Start of DATA FOR THIS EXERCISE

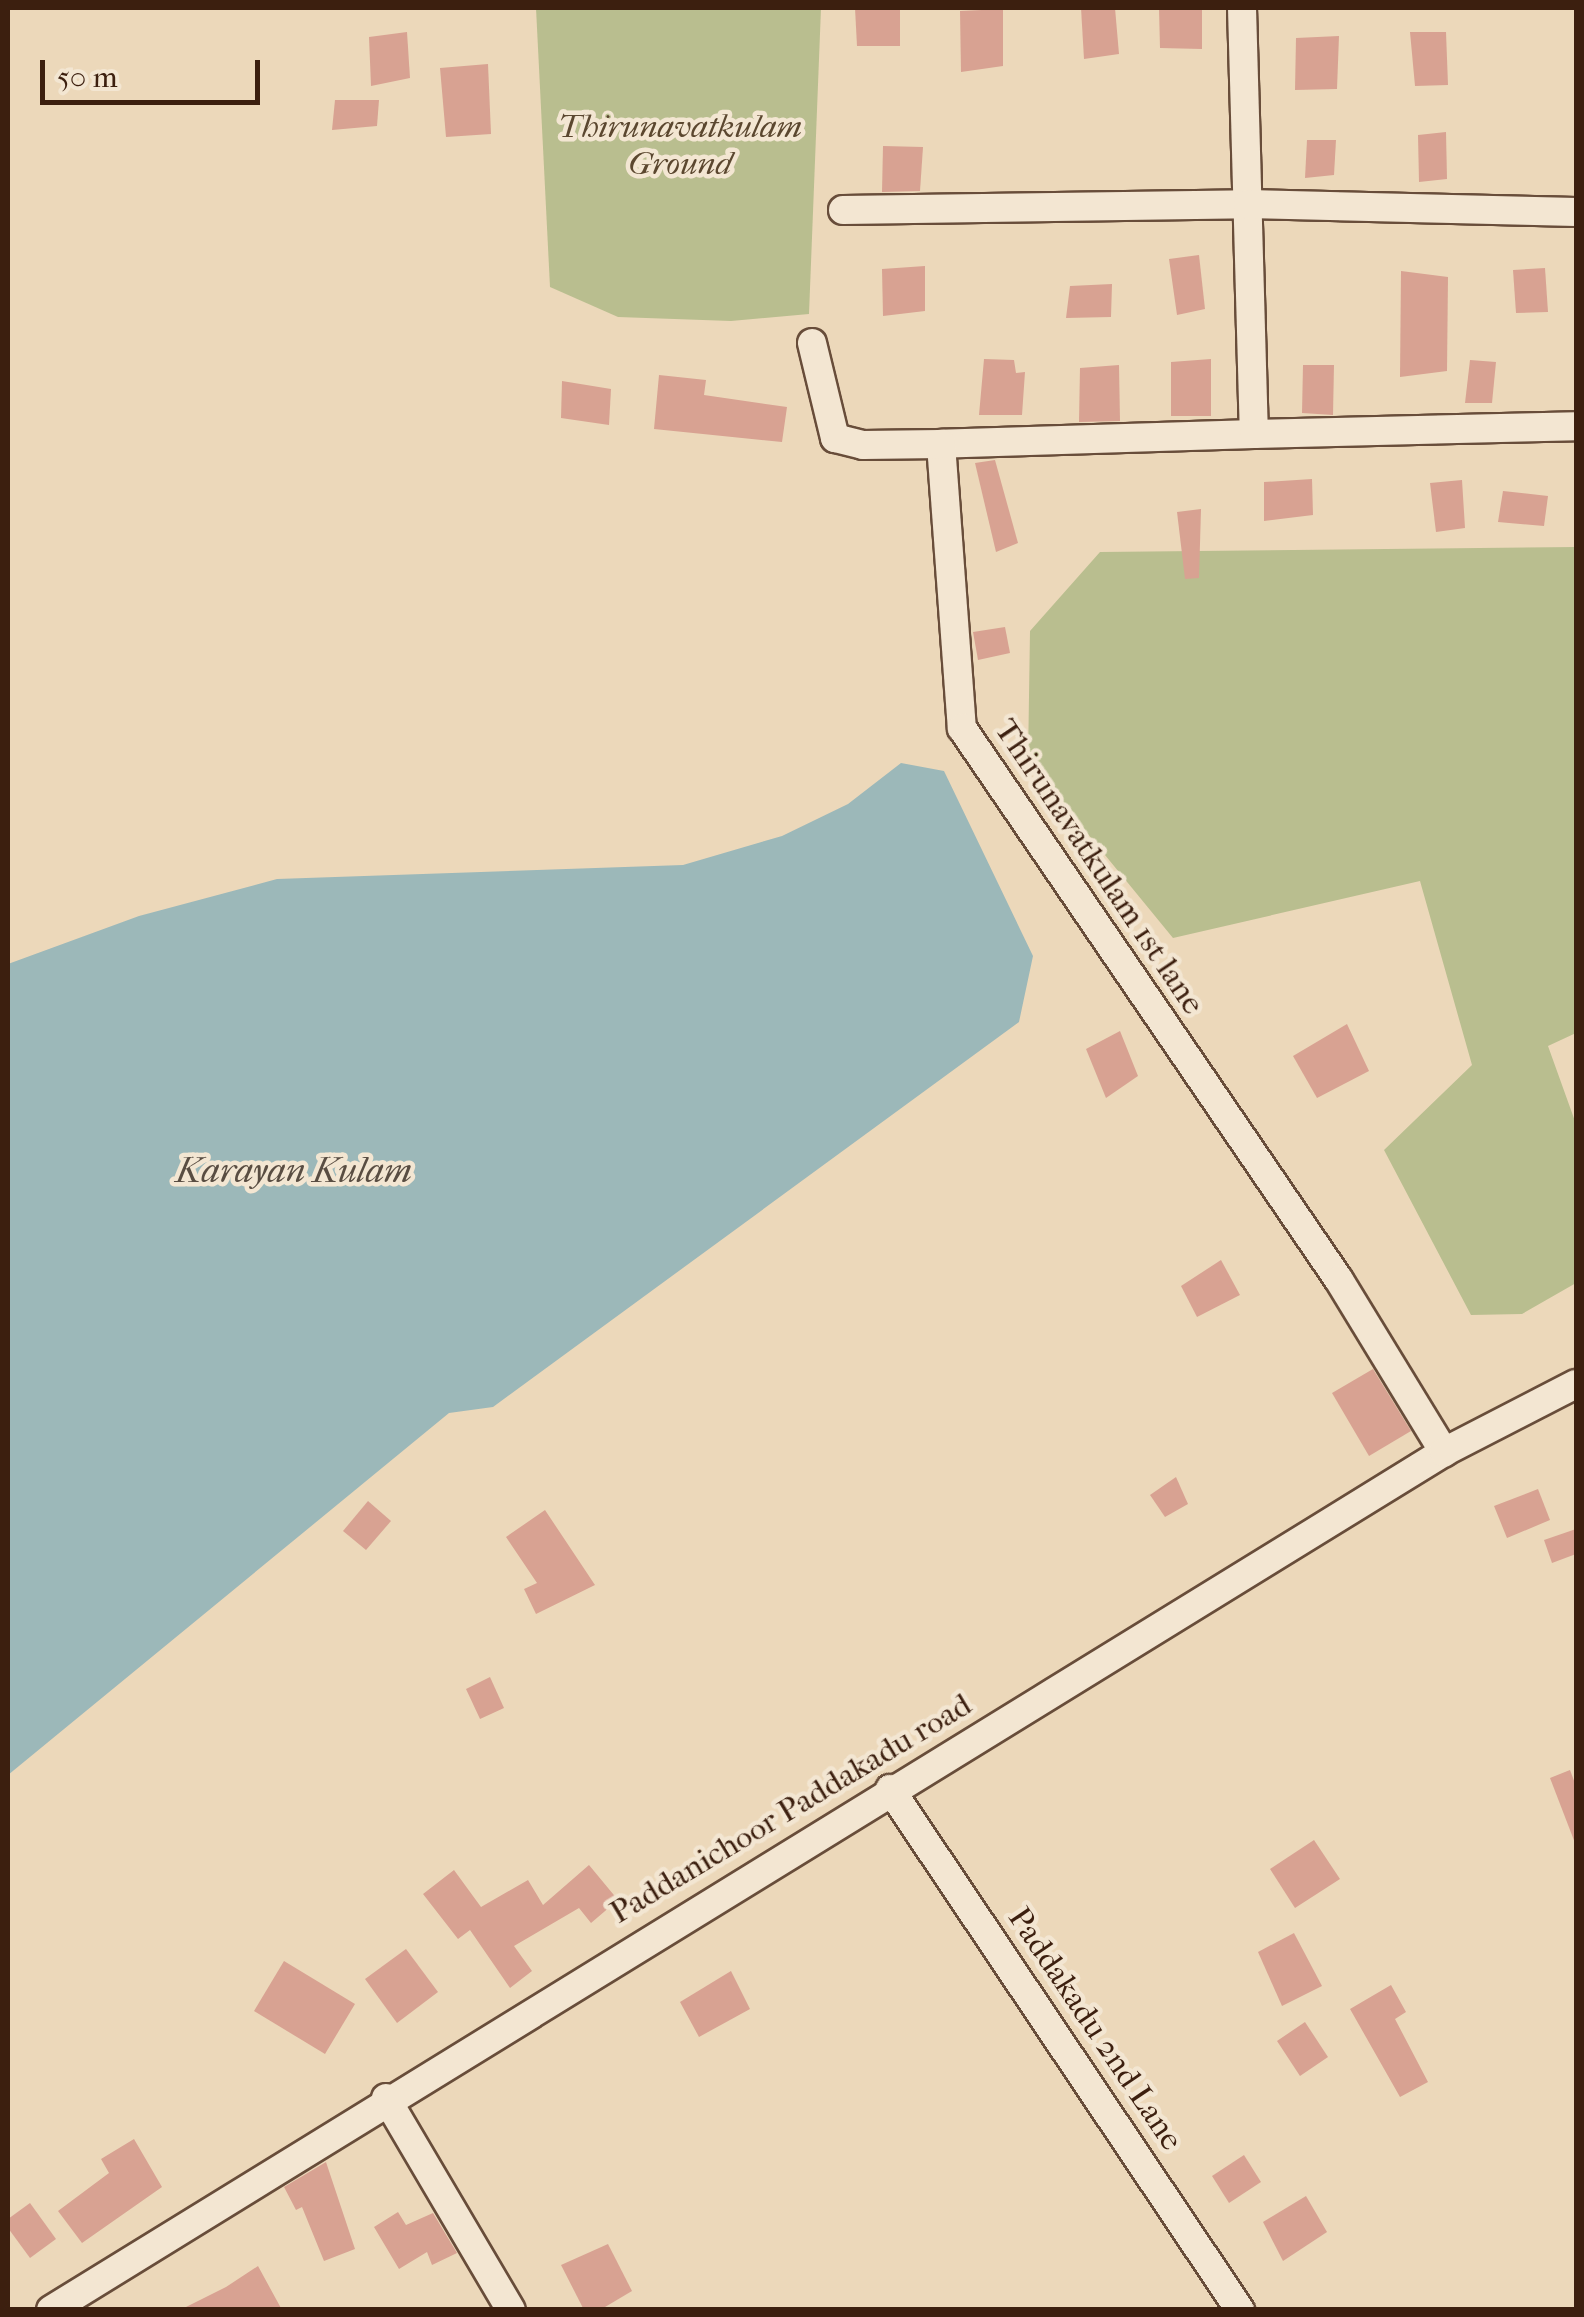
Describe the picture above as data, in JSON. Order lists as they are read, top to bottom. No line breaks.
{"streets":{"street":["Thirunavatkulam 1st lane","Paddanichoor Paddakadu road","Paddakadu 2nd Lane"]},"crossings":[["Thirunavatkulam 1st lane","Paddanichoor Paddakadu road"],["Paddanichoor Paddakadu road","Paddakadu 2nd Lane"]],"water":["Karayan Kulam"],"parks":["Thirunavatkulam Ground"],"scale_bar":"50 m"}
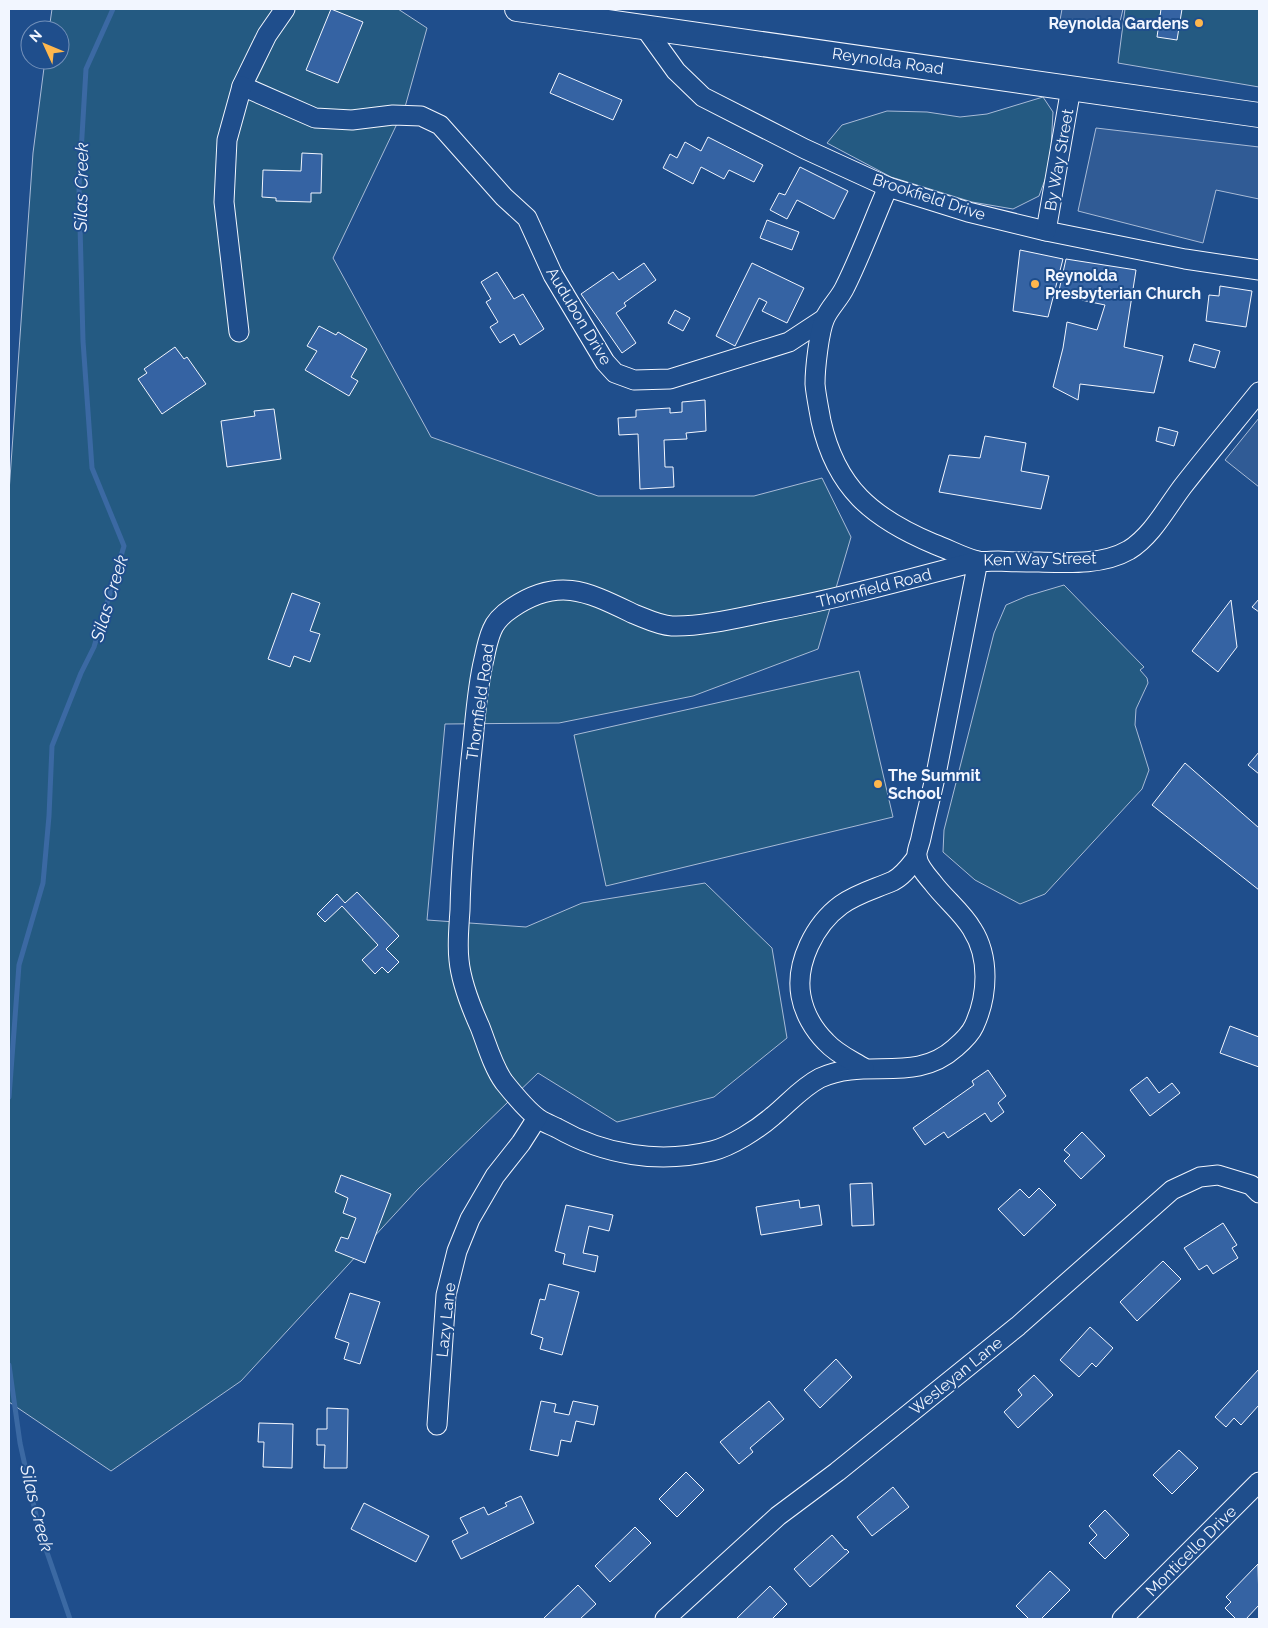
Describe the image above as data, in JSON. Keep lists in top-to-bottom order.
{
  "streets": {
    "main road": ["Reynolda Road"],
    "street": [
      "By Way Street",
      "Brookfield Drive",
      "Audubon Drive",
      "Ken Way Street",
      "Thornfield Road",
      "Lazy Lane",
      "Wesleyan Lane",
      "Monticello Drive"
    ]
  },
  "crossings": [
    ["Reynolda Road", "By Way Street"],
    ["Reynolda Road", "Brookfield Drive"],
    ["By Way Street", "Brookfield Drive"],
    ["Brookfield Drive", "Ken Way Street"],
    ["Audubon Drive", "Ken Way Street"],
    ["Ken Way Street", "Thornfield Road"],
    ["Thornfield Road", "Lazy Lane"]
  ],
  "water": ["Silas Creek"],
  "places": ["Reynolda Gardens", "Reynolda Presbyterian Church", "The Summit School"],
  "north": "top left"
}
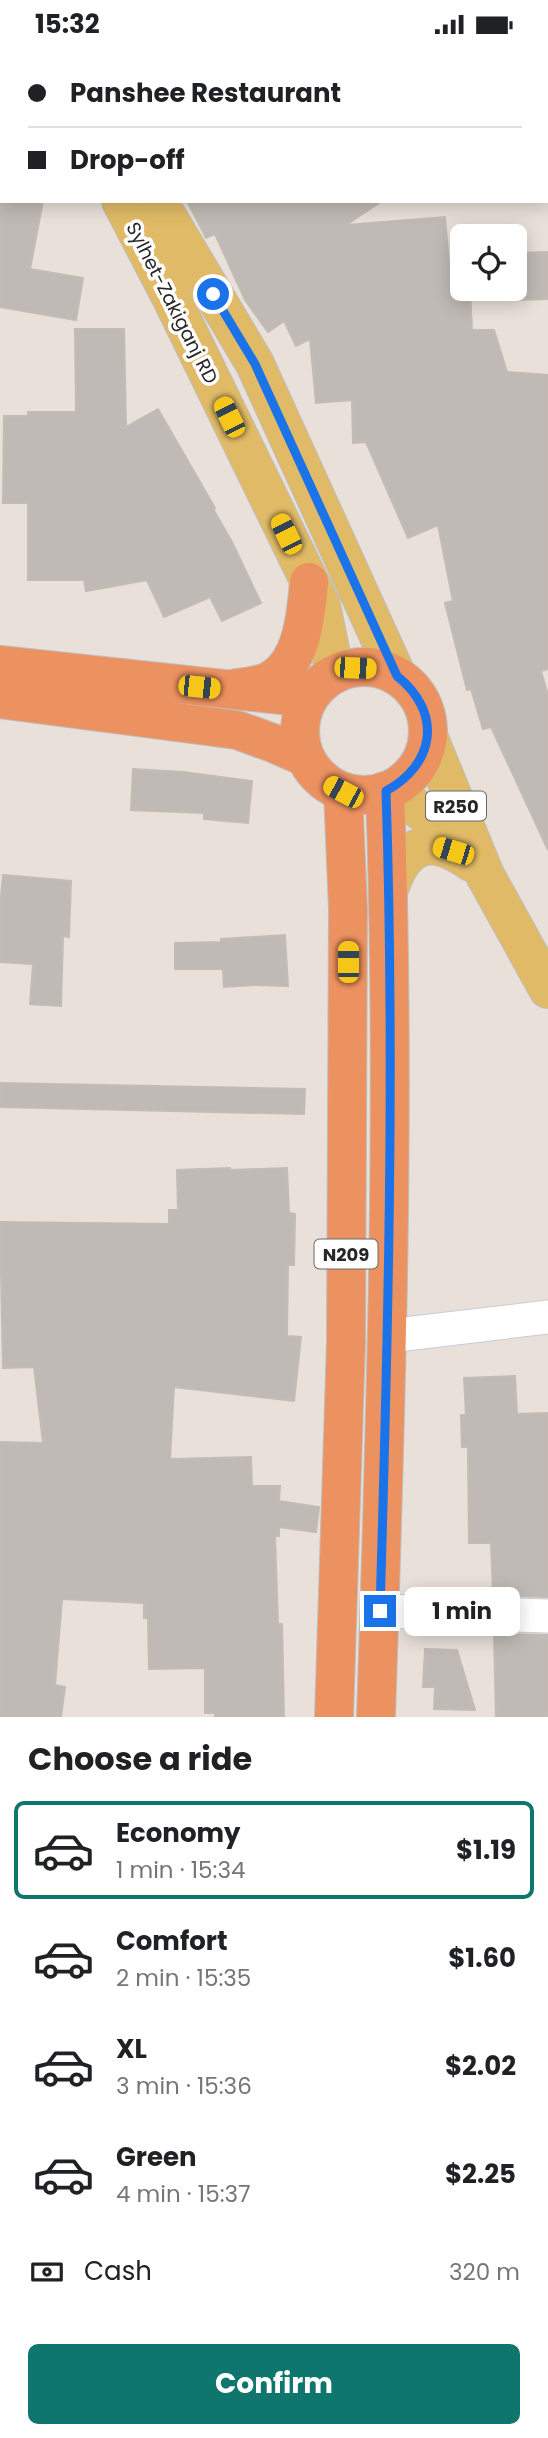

End of DATA FOR THIS EXERCISE

### TASK TO COMPLETE
Could you copy out every record exactly, minus the pictures?

### EXERCISE RESPONSE
Describe the picture above as data, in JSON. Order lists as they are read, top to bottom. No line breaks.
{"streets":{"street":["Thirunavatkulam 1st lane","Paddanichoor Paddakadu road","Paddakadu 2nd Lane"]},"crossings":[["Thirunavatkulam 1st lane","Paddanichoor Paddakadu road"],["Paddanichoor Paddakadu road","Paddakadu 2nd Lane"]],"water":["Karayan Kulam"],"parks":["Thirunavatkulam Ground"],"scale_bar":"50 m"}
Describe the image above as data, in JSON. Keep lists in top-to-bottom order.
{
  "streets": {
    "main road": ["Reynolda Road"],
    "street": [
      "By Way Street",
      "Brookfield Drive",
      "Audubon Drive",
      "Ken Way Street",
      "Thornfield Road",
      "Lazy Lane",
      "Wesleyan Lane",
      "Monticello Drive"
    ]
  },
  "crossings": [
    ["Reynolda Road", "By Way Street"],
    ["Reynolda Road", "Brookfield Drive"],
    ["By Way Street", "Brookfield Drive"],
    ["Brookfield Drive", "Ken Way Street"],
    ["Audubon Drive", "Ken Way Street"],
    ["Ken Way Street", "Thornfield Road"],
    ["Thornfield Road", "Lazy Lane"]
  ],
  "water": ["Silas Creek"],
  "places": ["Reynolda Gardens", "Reynolda Presbyterian Church", "The Summit School"],
  "north": "top left"
}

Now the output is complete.